Live-cell Sequencing (Live-seq): a new kid on the block
Pseudotime analysis, RNA velocity and Barcoding methods offer ways to add directionality and dynamics into scRNA seq dataset(s). However, trajectory inference still faces the fundamental conundrum that we cannot measure the same cell along its trajectory, but only snapshots of different cells at different stages. This limits our ability to capture the full complexity and variability of cell dynamics and transitions.
This is particular challenging for rare cell types that exist within heterogeneous cell populations, as these are difficult to address with conventional methods. For example, when studying the transcriptional response of individual cells to a stimulus such as a cancer drug. Rare cell types could be more resistant, which remains difficult to track from snapshot data where these potential rare cells are not sufficiently present in the sample. The ability to link the single-cell phenotypic response of the cancer drug to the transcriptome in real time would provide great insights into the dynamics and heterogeneous response of the cell population. To overcome this limitation, a new technique has emerged that promises to revolutionize trajectory inference: live-cell sequencing (Live-seq). Live-seq is a novel approach for live sequencing of individual single cells over time [11]. The technique involves taking cytoplasmic biopsies from a single cell using a FluidFM® Nanosyringe without impairing the cell’s viability. The transcriptome is determined by using a low-input RNAseq protocol.
Figure 4: Live-cell sequencing (Live-seq): a novel approach to sequence a cell while keeping it alive. Transcriptome profiling on the same cell is now possible.

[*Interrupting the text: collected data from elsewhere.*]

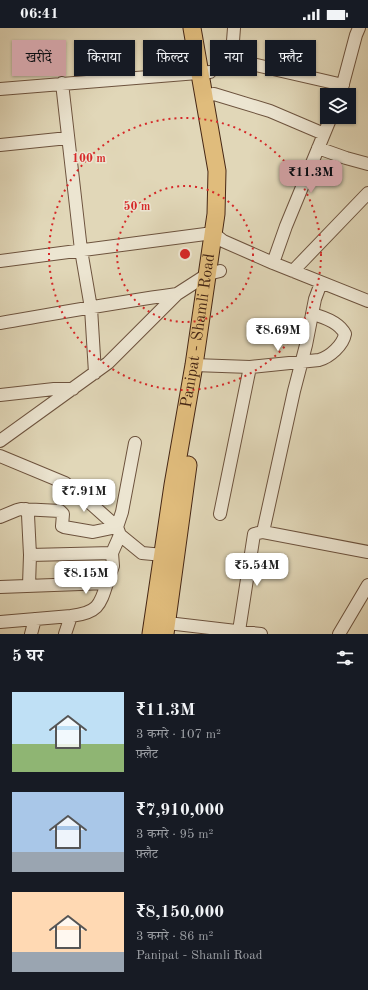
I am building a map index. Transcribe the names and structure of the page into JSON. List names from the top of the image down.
{
  "streets": {
    "highway": ["Panipat - Shamli Road"]
  },
  "page": {
    "status": "06:41",
    "chip": [
      "खरीदें",
      "किराया",
      "फ़िल्टर",
      "नया",
      "फ़्लैट"
    ],
    "price": [
      "₹11.3M",
      "₹8.69M",
      "₹7.91M",
      "₹5.54M",
      "₹8.15M"
    ],
    "heading": "5 घर",
    "list": [
      {
        "name": "₹11.3M",
        "note": "3 कमरे · 107 m² · फ़्लैट"
      },
      {
        "name": "₹7,910,000",
        "note": "3 कमरे · 95 m² · फ़्लैट"
      },
      {
        "name": "₹8,150,000",
        "note": "3 कमरे · 86 m² · Panipat - Shamli Road"
      }
    ]
  },
  "rings": ["100 m", "50 m"]
}
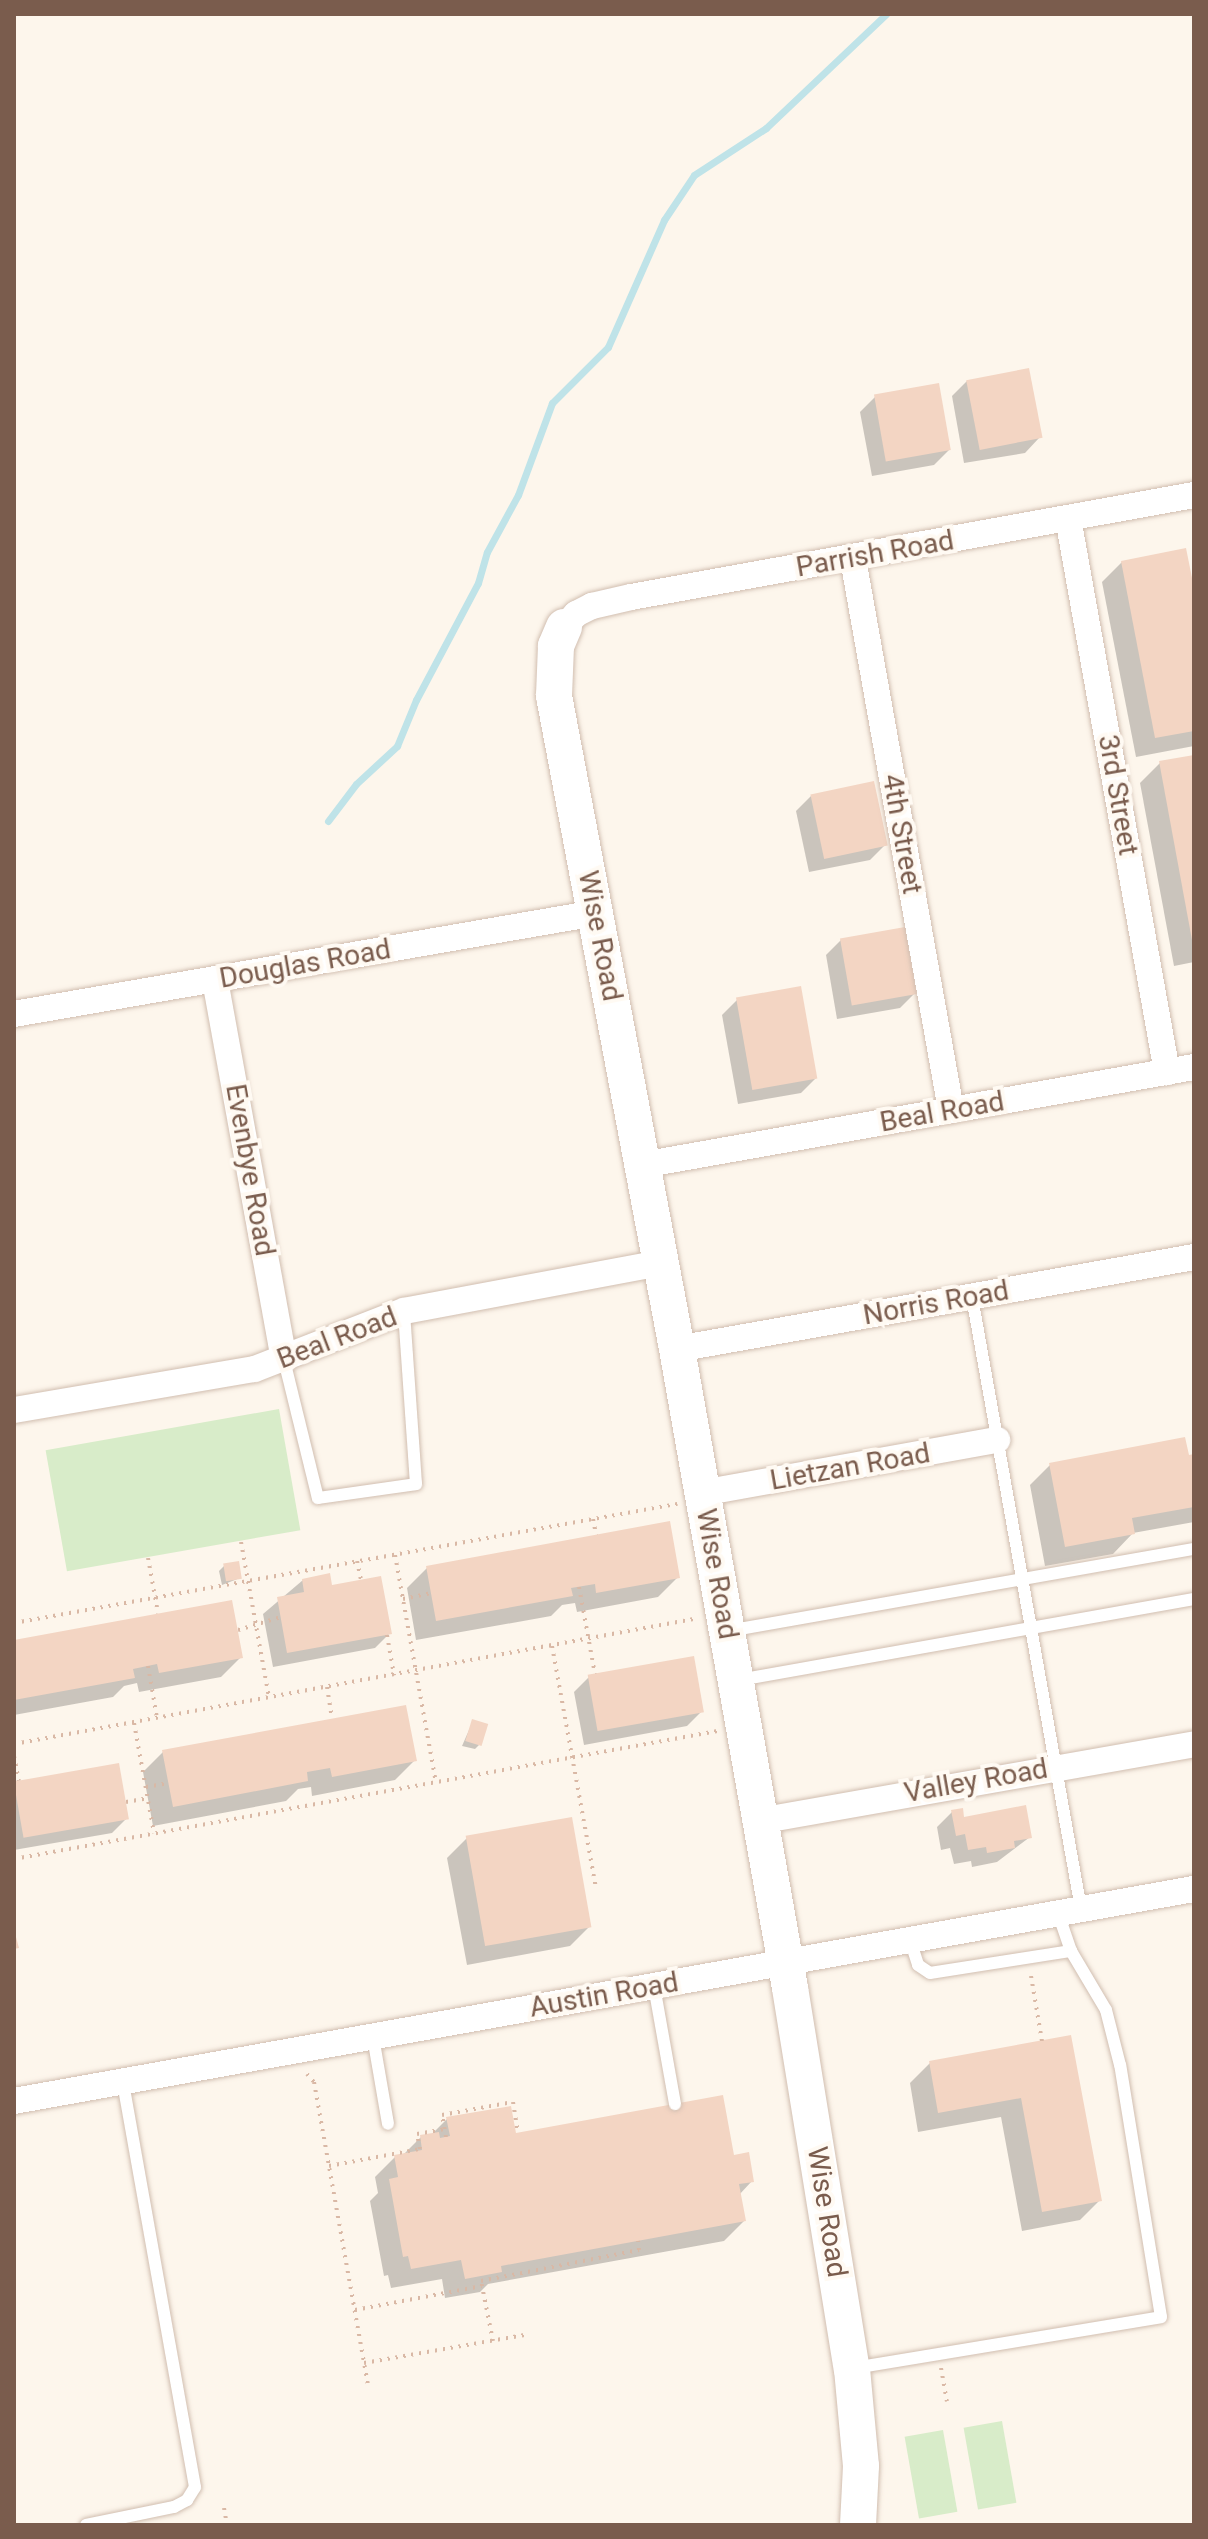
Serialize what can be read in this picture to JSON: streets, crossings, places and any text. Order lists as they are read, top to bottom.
{
  "streets": {
    "street": [
      "Parrish Road",
      "3rd Street",
      "4th Street",
      "Wise Road",
      "Douglas Road",
      "Beal Road",
      "Evenbye Road",
      "Norris Road",
      "Lietzan Road",
      "Valley Road",
      "Austin Road"
    ]
  },
  "crossings": [
    ["Parrish Road", "3rd Street"],
    ["Parrish Road", "4th Street"],
    ["Parrish Road", "Wise Road"],
    ["3rd Street", "Beal Road"],
    ["4th Street", "Beal Road"],
    ["Wise Road", "Douglas Road"],
    ["Wise Road", "Beal Road"],
    ["Wise Road", "Norris Road"],
    ["Wise Road", "Lietzan Road"],
    ["Wise Road", "Valley Road"],
    ["Wise Road", "Austin Road"],
    ["Douglas Road", "Evenbye Road"],
    ["Beal Road", "Evenbye Road"]
  ]
}
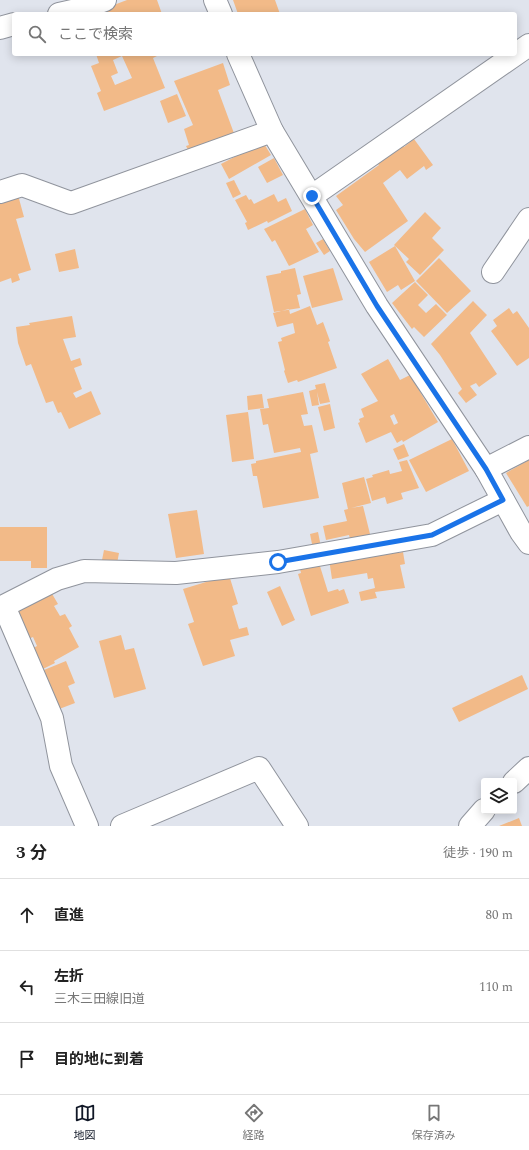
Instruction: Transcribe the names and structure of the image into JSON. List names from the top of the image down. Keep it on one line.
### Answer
{"page":{"search":"ここで検索","heading":["3 分","徒歩 · 190 m"],"list":[["直進","80 m"],["左折","三木三田線旧道","110 m"],"目的地に到着"],"nav":["地図","経路","保存済み"]}}
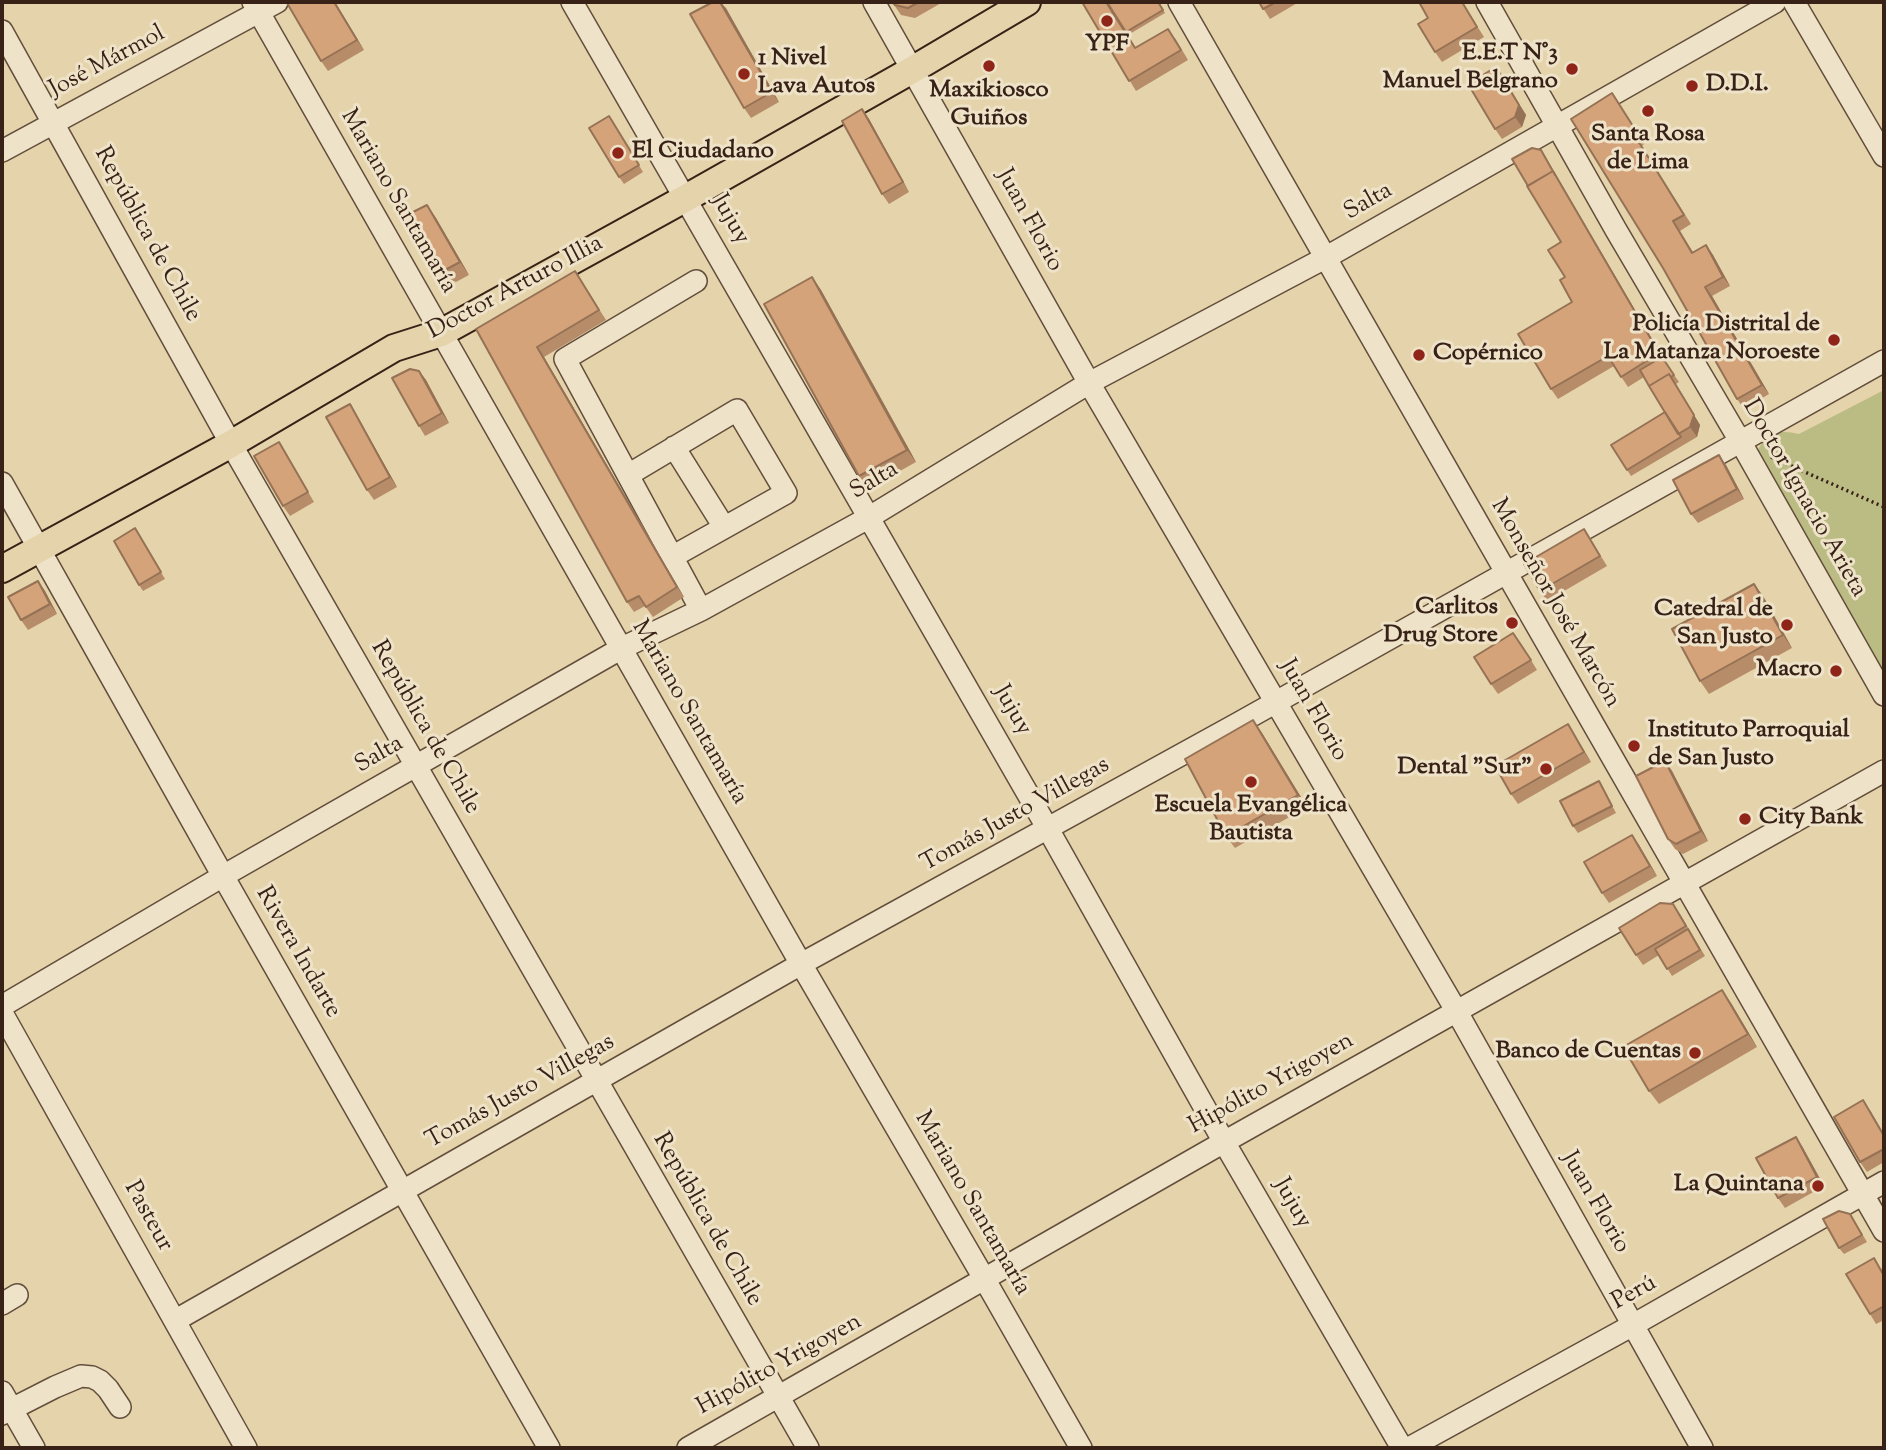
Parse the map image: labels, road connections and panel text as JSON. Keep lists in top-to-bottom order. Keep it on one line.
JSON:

Unlike conventional single-cell RNAseq methods, Live-seq does not require cell lysis or fixation, which means that the cells stay alive and can be sequenced again at different time points. This overcomes the inherent limitation of trajectory inference methods that assume a continuous process from discrete data points. By tracking the same cell along its developmental pathway, Live-seq can achieve true temporal resolution at the single cell level and uncover the dynamic cellular processes in the real time domain. This is essential for elucidating the cellular behavior in its natural state, without perturbing or destroying it. By sequencing the same cell multiple times, Live-seq can generate time series data that reveal the temporal patterns and fluctuations of gene expression. This can shed light on the molecular mechanisms and regulatory networks that control cell fate decisions and transitions.